### Exercise goal
Scan the entries for lines with the word "symbols", then copy those lines.
# # # # # # #
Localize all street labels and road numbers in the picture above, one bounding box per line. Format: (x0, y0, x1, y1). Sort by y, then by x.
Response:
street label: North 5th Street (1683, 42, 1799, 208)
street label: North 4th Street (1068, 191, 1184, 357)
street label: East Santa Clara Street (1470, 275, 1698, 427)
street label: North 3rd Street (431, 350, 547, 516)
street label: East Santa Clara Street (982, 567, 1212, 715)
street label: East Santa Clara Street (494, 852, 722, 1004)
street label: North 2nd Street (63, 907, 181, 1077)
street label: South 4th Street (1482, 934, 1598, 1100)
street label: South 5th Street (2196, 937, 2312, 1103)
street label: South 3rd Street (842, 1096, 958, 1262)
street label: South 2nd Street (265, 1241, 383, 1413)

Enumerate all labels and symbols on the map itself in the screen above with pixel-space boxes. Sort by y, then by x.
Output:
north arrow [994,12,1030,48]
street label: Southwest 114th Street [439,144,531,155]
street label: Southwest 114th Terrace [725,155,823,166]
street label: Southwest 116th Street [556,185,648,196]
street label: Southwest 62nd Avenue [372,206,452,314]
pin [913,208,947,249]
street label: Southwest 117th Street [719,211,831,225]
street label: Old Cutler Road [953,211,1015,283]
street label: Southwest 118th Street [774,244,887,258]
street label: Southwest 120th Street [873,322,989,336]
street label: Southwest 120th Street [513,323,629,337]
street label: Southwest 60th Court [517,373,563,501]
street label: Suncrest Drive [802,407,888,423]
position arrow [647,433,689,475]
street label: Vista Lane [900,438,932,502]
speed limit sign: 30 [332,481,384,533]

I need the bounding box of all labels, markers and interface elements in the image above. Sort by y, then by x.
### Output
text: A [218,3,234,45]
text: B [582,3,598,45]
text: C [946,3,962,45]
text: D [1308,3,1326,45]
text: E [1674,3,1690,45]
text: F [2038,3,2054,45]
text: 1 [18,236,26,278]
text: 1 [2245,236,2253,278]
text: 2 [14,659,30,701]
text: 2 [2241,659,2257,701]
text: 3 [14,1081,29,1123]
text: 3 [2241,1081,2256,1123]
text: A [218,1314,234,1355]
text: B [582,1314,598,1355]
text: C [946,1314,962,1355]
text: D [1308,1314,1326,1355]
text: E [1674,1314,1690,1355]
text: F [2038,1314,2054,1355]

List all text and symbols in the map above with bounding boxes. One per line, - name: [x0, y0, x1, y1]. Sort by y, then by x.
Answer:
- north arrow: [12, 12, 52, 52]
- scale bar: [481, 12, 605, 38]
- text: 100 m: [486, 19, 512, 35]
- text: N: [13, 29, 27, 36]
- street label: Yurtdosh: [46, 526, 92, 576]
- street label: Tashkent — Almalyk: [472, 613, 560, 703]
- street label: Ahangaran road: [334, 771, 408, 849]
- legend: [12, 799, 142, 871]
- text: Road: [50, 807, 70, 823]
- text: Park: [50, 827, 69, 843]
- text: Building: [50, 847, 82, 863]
# # # # # # #
### Task solution
Enumerate all labels and symbols on the map itself in the screen above with pixel-space boxes. Sort by y, then by x.
List all text and symbols in the map above with bounding boxes. One per line, - name: [x0, y0, x1, y1]. Sort by y, then by x.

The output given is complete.